The Emotion Aid is a wearable device that communicates its user’s emotions
Many people (especially those with autism spectrum disorder) have difficulty communicating with others around them. That is always a challenge, but becomes particularly noticeable when one cannot convey their emotions through body language. If someone can’t show that they’re not in the mood to talk, that may lead to confusing interactions. To help people express their emotions, University of Stuttgart students Clara Blum and Mohammad Jafari came up with this wearable device that makes them obvious.
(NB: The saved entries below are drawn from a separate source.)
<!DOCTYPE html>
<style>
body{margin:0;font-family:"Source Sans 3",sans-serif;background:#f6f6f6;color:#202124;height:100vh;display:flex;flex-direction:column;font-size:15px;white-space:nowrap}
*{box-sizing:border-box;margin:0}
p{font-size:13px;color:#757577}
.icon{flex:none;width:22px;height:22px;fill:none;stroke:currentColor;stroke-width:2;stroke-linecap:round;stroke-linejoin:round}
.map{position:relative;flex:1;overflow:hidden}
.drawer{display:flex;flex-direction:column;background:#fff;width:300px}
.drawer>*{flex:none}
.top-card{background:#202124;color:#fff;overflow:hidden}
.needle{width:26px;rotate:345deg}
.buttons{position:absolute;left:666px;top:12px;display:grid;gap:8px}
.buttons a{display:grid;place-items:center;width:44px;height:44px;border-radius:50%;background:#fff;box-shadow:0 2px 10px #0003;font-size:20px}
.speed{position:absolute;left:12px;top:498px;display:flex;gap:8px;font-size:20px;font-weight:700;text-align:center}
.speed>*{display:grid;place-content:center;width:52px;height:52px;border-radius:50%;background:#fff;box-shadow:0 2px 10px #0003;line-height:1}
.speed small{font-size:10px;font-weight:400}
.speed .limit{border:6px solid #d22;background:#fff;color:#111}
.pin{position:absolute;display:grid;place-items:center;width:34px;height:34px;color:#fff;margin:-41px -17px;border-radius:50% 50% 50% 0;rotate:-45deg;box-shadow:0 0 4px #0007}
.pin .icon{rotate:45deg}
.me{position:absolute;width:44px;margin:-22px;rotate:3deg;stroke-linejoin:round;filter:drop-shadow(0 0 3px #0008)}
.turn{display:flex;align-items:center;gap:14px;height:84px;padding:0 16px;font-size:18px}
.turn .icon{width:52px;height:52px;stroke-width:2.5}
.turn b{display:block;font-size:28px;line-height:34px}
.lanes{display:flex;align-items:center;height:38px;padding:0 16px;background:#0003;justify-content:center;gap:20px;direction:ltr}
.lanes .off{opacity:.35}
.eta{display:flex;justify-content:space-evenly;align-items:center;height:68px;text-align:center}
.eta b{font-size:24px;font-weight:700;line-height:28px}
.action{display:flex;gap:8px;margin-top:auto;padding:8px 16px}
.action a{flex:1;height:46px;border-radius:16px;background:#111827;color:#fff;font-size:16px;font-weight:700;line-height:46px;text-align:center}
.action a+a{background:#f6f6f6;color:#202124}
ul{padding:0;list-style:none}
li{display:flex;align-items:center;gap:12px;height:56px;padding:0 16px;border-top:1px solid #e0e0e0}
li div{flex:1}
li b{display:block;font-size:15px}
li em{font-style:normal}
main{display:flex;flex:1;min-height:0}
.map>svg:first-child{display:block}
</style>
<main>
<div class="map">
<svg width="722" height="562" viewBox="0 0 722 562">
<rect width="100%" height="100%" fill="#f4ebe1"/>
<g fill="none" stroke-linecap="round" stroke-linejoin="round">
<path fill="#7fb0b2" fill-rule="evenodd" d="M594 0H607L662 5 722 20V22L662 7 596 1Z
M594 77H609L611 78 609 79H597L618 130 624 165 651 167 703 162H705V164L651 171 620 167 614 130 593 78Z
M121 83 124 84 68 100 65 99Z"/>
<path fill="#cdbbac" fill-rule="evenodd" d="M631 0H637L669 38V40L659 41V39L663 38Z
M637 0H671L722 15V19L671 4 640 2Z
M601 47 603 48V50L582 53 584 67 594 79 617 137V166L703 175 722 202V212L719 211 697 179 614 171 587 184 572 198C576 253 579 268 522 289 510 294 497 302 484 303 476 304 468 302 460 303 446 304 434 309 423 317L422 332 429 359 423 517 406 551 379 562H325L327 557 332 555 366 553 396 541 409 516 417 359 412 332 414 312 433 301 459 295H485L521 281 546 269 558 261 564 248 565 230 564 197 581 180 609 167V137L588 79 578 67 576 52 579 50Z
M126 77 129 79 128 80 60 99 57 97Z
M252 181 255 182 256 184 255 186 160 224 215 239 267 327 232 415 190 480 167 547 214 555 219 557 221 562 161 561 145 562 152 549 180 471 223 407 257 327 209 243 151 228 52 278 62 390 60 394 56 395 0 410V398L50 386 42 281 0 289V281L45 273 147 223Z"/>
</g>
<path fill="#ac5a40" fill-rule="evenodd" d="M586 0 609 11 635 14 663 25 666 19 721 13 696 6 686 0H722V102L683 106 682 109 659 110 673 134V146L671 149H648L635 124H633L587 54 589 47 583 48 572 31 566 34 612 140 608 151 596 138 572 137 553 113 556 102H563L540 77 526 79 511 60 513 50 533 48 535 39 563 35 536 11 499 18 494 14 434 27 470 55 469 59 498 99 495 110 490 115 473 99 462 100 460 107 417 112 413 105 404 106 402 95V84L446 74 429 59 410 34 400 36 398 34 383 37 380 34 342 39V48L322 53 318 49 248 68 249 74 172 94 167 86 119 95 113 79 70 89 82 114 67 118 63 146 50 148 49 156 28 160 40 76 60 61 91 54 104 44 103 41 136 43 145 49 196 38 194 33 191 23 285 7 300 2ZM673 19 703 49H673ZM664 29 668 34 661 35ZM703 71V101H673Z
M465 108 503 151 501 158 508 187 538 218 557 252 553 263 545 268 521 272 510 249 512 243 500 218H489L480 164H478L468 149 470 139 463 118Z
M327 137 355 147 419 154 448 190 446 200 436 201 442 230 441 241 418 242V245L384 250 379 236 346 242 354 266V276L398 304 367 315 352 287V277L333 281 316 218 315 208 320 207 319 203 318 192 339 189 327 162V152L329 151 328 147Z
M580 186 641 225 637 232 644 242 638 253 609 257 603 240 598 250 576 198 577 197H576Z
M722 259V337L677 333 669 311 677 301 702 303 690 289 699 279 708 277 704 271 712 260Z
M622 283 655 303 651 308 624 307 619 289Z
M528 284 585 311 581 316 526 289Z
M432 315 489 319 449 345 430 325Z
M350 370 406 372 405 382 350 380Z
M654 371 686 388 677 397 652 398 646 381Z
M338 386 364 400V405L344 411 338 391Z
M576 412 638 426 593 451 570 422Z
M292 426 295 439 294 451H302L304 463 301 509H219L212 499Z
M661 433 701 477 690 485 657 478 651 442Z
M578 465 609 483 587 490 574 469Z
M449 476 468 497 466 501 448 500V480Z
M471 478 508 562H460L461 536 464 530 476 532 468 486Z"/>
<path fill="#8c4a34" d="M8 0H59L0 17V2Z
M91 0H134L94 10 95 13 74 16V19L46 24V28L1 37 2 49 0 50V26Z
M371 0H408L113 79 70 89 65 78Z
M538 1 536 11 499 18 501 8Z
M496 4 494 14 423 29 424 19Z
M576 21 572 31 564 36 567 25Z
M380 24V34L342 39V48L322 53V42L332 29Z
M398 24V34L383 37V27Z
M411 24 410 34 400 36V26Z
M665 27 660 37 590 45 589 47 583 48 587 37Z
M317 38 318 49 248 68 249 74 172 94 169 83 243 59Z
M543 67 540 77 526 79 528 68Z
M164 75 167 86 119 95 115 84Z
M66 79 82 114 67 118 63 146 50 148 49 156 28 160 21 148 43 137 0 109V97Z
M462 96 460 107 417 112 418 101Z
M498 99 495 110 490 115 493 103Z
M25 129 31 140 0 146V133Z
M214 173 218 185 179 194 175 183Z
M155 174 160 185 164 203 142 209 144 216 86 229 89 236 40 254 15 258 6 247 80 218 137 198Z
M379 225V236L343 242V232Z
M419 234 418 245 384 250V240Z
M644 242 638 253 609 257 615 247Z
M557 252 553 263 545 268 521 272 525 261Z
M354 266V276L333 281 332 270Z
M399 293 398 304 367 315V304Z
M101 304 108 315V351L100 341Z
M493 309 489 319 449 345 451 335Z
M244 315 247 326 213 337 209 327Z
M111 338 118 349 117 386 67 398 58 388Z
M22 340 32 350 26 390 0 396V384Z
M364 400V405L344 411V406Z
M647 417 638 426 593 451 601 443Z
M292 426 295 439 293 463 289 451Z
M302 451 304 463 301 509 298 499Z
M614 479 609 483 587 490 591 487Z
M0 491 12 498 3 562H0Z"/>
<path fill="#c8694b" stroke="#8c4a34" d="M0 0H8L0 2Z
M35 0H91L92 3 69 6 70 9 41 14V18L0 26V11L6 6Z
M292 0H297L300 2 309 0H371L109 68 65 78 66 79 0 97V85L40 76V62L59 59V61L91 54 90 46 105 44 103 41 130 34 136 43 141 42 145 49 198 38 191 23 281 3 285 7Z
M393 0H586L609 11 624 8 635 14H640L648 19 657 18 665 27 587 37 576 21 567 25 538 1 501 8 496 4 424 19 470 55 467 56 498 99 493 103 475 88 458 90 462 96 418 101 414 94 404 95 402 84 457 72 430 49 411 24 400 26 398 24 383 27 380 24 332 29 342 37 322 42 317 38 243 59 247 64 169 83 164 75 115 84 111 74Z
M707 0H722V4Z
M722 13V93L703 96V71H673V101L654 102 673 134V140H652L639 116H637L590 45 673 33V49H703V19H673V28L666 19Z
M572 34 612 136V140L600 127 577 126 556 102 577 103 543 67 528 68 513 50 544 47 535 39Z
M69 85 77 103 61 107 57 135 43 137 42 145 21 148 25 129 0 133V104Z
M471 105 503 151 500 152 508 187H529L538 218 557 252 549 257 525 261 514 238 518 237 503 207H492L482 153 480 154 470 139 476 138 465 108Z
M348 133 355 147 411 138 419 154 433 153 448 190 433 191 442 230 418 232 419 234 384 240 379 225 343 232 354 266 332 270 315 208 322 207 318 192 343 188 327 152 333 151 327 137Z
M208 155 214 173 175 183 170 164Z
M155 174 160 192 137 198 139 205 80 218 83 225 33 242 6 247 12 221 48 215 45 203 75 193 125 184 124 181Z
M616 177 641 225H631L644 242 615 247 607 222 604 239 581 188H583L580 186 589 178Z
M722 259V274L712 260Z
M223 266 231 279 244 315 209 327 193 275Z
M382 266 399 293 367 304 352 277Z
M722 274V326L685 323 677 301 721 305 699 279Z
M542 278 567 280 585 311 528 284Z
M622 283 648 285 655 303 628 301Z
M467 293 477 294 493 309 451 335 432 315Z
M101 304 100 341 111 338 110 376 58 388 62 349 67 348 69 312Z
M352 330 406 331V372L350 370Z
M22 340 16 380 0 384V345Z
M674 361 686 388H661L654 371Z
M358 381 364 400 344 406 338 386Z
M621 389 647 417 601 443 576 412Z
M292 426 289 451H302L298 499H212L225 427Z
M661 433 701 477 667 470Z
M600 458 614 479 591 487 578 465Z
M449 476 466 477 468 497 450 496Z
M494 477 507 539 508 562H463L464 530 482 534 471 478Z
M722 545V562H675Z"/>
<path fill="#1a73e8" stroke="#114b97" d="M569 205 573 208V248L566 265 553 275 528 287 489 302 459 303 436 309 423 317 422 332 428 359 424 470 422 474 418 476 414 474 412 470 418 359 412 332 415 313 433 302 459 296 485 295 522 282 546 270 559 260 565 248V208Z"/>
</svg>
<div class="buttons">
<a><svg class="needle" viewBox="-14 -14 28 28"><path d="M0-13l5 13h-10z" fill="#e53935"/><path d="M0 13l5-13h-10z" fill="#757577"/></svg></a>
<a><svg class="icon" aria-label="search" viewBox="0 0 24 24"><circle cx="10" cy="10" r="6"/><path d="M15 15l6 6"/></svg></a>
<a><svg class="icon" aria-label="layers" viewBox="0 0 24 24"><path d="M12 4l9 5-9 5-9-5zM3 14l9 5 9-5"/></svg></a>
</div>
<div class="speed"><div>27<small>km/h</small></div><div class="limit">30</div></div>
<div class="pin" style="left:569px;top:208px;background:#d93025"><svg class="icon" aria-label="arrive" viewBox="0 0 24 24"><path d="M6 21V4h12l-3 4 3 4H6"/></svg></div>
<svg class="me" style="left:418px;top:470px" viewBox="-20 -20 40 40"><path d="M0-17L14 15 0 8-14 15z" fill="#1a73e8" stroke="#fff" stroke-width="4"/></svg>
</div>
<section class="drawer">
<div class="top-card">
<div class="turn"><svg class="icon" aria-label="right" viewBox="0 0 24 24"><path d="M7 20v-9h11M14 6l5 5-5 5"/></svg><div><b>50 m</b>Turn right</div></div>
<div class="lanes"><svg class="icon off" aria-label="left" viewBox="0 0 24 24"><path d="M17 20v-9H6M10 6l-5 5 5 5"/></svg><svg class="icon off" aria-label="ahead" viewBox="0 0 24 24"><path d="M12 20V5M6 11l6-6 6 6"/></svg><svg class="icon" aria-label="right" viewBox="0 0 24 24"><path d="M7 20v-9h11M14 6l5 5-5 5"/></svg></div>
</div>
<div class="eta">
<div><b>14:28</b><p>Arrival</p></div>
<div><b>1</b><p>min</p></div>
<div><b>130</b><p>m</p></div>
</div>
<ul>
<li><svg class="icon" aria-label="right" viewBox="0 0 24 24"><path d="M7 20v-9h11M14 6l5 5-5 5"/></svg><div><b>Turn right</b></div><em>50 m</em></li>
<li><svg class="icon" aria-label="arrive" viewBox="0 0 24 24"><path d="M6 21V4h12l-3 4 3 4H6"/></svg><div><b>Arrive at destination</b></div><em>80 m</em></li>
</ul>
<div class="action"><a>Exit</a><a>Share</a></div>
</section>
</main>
The aptly named Emotion Aid sits on the user’s shoulders like a small backpack. The prototype was designed to attach to a bra, but it could be tweaked to be worn by those who don’t use bras. It has two functions: detecting the user’s emotions and communicating those emotions. It uses an array of different sensors to detect biometric indicators, such as temperature, pulse, and sweat, to try and determine the user’s emotional state. It then conveys that emotional state to the surrounding world with an actuated fan-like apparatus.
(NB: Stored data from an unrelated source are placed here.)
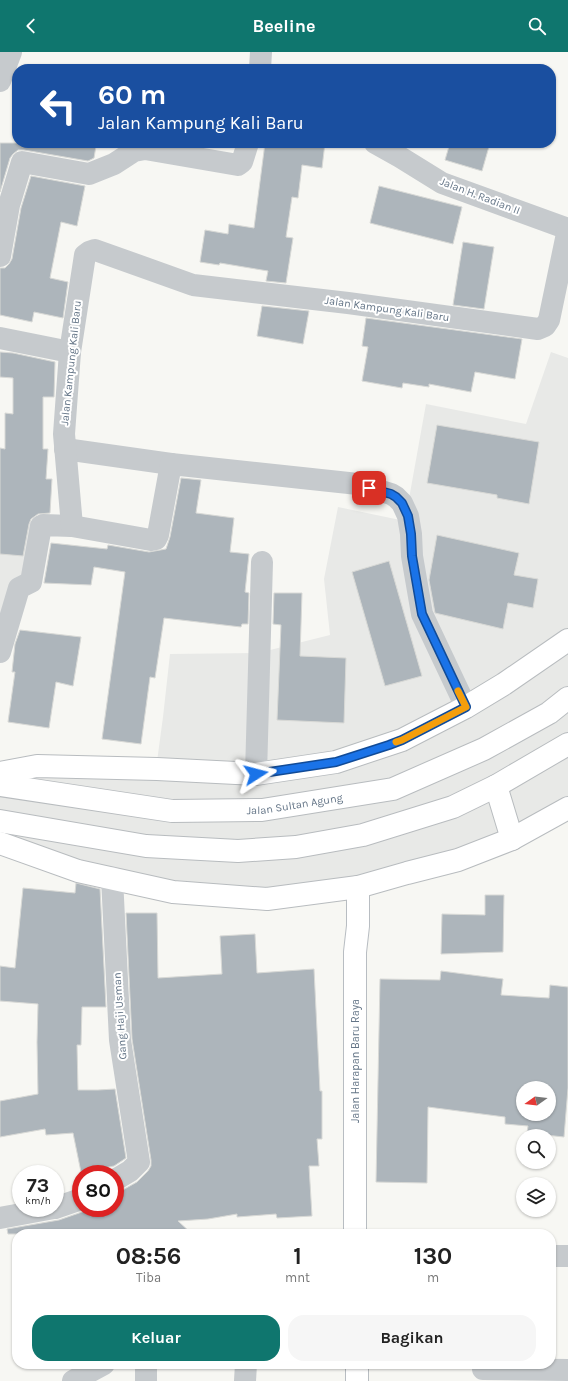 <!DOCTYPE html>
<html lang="id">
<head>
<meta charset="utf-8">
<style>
	body { margin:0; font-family:Karla,sans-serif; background:#f6f6f6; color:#222; height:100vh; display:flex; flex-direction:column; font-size:15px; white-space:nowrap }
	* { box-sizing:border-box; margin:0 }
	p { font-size:13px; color:#767676 }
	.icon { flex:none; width:22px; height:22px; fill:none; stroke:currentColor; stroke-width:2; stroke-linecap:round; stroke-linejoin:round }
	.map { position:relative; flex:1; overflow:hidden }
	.sheet { position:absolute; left:12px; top:1177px; width:544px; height:140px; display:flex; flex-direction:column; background:#fff; border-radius:16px; box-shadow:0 1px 3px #0004 }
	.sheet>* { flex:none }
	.top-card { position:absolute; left:12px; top:12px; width:544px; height:84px; border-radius:16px; box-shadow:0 1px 3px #0004; background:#1a4fa0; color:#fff; overflow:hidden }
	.needle { width:26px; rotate:256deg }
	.fabs { position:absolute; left:516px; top:1029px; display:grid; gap:8px }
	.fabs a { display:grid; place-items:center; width:40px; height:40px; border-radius:50%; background:#fff; box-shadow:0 1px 3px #0004; font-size:20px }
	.speed { position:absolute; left:12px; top:1113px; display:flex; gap:8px; font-size:20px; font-weight:700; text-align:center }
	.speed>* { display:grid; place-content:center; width:52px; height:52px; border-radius:50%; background:#fff; box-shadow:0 1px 3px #0004; line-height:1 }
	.speed small { font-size:10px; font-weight:400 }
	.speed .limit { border:6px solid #d22; background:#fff; color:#111 }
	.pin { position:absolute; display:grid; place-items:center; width:34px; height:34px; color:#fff; margin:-17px; border-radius:8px; box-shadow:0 2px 6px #0006 }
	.me { position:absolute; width:44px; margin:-22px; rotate:81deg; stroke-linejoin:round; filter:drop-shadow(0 0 3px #0008) }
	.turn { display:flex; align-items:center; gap:14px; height:84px; padding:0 20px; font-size:18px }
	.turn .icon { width:52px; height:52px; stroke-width:2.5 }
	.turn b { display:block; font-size:28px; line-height:34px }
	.eta { display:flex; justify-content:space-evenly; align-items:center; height:68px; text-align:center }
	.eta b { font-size:24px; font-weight:700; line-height:28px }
	.button { display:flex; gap:8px; margin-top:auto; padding:8px 20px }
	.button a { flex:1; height:46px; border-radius:16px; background:#0f766e; color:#fff; font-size:16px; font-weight:700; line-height:46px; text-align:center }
	.button a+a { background:#f6f6f6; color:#222 }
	header { display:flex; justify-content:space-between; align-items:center; height:52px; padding:0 20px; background:#0f766e; color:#fff; font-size:18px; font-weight:700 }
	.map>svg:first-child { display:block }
	.built { fill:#e8e9e7 }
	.building { fill:#adb5bb; stroke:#d8d9d6; fill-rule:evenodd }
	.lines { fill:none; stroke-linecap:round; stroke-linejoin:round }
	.secondary-casing { stroke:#b8bdc2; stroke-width:24 }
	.highway-casing { stroke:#b8bcbf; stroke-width:24 }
	.street { stroke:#c6cacd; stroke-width:22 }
	.secondary { stroke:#fff; stroke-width:22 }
	.highway { stroke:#fff; stroke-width:22 }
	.route-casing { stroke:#114b97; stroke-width:10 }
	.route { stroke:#1a73e8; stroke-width:7 }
	.slow { stroke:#f59e0b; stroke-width:7 }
	.labels { text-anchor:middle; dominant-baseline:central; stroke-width:4; stroke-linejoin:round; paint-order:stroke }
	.street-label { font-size:11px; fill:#647587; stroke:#fff }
</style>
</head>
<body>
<header><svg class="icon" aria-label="back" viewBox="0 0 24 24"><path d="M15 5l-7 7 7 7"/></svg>Beeline<svg class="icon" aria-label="search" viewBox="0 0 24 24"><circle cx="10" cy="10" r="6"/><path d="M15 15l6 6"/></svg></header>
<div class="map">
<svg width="568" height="1329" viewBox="0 0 568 1329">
	<rect width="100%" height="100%" fill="#f7f7f3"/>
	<g class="built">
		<polygon points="551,300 568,306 568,756 358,835 173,840 0,791 0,720 156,717 163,665 170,602 258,601 330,583 324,527 338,455 405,469 426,352 526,372"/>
		<polygon points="0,461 43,473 0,600"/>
	</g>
	<g class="building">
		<polygon points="0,91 77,91 96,94 94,106 88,109 24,98 18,98 13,102 10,106 0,140"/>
		<polygon points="265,91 325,91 322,116 302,113 298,146 292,145 286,185 293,186 286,231 266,229 268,219 220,211 219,213 200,210 205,178 228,182 229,172 254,176"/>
		<polygon points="450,91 490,91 482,119 445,108"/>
		<polygon points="31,124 85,134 77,174 61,170 50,226 68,230 63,266 34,260 32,270 0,263 0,216 5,216 9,212 12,207 21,156"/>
		<polygon points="379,134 462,155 453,192 370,171"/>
		<polygon points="463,190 494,195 484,257 453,253"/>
		<polygon points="262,254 309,259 303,292 257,284"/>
		<polygon points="366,266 522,287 515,327 475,320 471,340 429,332 429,335 403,331 402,336 362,329 368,295 362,294"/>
		<polygon points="0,300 13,301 55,310 54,345 43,345 43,397 48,397 46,427 52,427 50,461 38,462 31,467 29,472 23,504 0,502 0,396 5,397 5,361 13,362 13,326 0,325"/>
		<polygon points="437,373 539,390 529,452 497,446 497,443 427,431"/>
		<polygon points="181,426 201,428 196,461 234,466 230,500 249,502 245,540 249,541 248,572 242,572 241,575 164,566 155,626 150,625 141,692 102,687 125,520 94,515 91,533 44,531 51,491 107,497 108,493 149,500 166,497 170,485"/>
		<polygon points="437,483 519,501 514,523 538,527 533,556 508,551 503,577 435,561 429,528"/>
		<polygon points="389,509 422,624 385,634 352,520"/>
		<polygon points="274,541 302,541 300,604 346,606 344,671 277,668 281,573 273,572"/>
		<polygon points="20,578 81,585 73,634 56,630 49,676 8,670 15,620 12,620 15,592"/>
		<polygon points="76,831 100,837 106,955 82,955 81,993 77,993 78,1038 98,1038 115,1037 126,1106 114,1114 81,1120 73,1081 46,1083 45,1077 0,1085 0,1049 38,1042 37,990 38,952 0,949 0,914 15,916 23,836 75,841"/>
		<polygon points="485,843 504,843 503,900 441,902 442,862 485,863"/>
		<polygon points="126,861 157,861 158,926 222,922 220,884 255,882 257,921 314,917 320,1039 322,1039 322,1087 317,1087 319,1114 309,1114 312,1164 277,1166 276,1162 237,1165 237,1162 208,1167 178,1169 192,1182 8,1182 7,1177 59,1168 85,1159 89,1156 115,1156 115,1140 121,1139 137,1130 148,1119 151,1114 151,1108 132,987"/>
		<path d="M441 919 503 927 501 943 549 946 550 933 568 935V1036L564 1085 527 1081 528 1074 505 1072V1065L428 1055 427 1131 376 1130 380 927 440 928ZM523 1036H549V1062H523Z"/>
	</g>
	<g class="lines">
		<defs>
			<g id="secondary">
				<polyline points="355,1182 355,900 358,874 358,835"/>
				<polyline points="357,1312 357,1329"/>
			</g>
			<g id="highway">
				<polyline points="0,721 37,714 157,717 256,722 336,710 402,688 466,655 504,632 568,588"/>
				<path id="s1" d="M0 733 172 759 262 758 393 737 484 697 549 661 568 646"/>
				<polyline points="496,734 512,787"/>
				<polyline points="0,769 146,794 238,799 296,795 363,783 453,755 496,734 568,692"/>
				<polyline points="0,791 78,819 173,840 267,847 358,835 407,821 458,808 512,787 568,756"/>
			</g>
		</defs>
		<use href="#secondary" class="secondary-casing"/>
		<use href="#highway" class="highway-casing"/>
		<g class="street">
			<polyline points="260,17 261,0"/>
			<polyline points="0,29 11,0"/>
			<polyline points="375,91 400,105 442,131 568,177"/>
			<polyline points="0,204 9,153 22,110 89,122 114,112 134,99 145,97 238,113 242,110 248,91"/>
			<polyline points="0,286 70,300"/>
			<polyline points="65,397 171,412"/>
			<polyline points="0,600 19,536 31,530 41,474 43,473 72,474"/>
			<polyline points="466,655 422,562 412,504 411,482 408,464 402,451 396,445 391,442 358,432 171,412 158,483 156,487 151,488 72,474 64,382 70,300 85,203 89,200 95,198 193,233 348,251 538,277 545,274 549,268 568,177"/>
			<polyline points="256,722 262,510"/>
			<polyline points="112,826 120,988 139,1110 130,1119 115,1128"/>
			<polyline points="55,1156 81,1147"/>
			<polyline points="0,1166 54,1156"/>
			<polyline points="551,1204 568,1204"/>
			<polyline points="146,1312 146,1329"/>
			<polyline points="483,1317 568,1318"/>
			<polyline points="73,1329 104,1312"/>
			<polyline points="245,1329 246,1312"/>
		</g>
		<use href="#secondary" class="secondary"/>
		<use href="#highway" class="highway"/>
	</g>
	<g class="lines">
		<defs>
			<polyline id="route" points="256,722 336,710 389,693 402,688 466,655 422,562 412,504 411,482 408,464 402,451 396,445 391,442 369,436"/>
		</defs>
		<use href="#route" class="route-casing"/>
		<use href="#route" class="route"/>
		<polyline class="slow" points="396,690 402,688 466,655 458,639"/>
	</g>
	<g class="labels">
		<g class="street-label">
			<text transform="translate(480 144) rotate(21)">Jalan H. Radian II</text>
			<text transform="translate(387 257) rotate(8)">Jalan Kampung Kali Baru</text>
			<text transform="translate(71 311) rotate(-84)">Jalan Kampung Kali Baru</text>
			<text stroke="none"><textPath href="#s1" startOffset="297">Jalan Sultan Agung</textPath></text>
			<text transform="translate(120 964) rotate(-94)">Gang Haji Usman</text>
			<text transform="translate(355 1009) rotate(-90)">Jalan Harapan Baru Raya</text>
		</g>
	</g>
</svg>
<div class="fabs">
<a><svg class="needle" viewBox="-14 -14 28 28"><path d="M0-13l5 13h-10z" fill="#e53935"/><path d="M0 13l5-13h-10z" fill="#767676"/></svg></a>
<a><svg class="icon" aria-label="search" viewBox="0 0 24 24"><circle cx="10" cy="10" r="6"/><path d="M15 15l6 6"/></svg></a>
<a><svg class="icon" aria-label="layers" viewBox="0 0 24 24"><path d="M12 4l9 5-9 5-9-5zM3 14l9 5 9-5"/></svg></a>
</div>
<div class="speed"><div>73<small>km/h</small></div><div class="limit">80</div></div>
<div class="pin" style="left:369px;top:436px;background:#d93025"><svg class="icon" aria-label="arrive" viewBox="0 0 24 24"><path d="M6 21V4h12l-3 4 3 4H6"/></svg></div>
<svg class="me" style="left:256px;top:722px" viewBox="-20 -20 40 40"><path d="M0-17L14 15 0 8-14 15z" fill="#1a73e8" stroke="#fff" stroke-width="4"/></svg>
<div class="top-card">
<div class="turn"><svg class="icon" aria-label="left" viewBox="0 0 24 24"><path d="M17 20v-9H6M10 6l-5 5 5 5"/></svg><div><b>60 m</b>Jalan Kampung Kali Baru</div></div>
</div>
<section class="sheet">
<div class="eta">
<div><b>08:56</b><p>Tiba</p></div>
<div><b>1</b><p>mnt</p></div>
<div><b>130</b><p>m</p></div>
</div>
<div class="button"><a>Keluar</a><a>Bagikan</a></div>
</section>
</div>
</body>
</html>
An Arduino Uno Rev3 handles these functions. Input comes from a capacitive moisture sensor, a temperature sensor, and a pulse sensor. The Arduino actuates the fan mechanism using a small hobby servo motor. Power comes from a 9V battery. The assembly process is highly dependent on the way the device is to be worn, but the write-up illustrates how to attach the various sensors to a bra. There are many possible variations, so the creators of the Emotion Aid encourage people to experiment with the idea.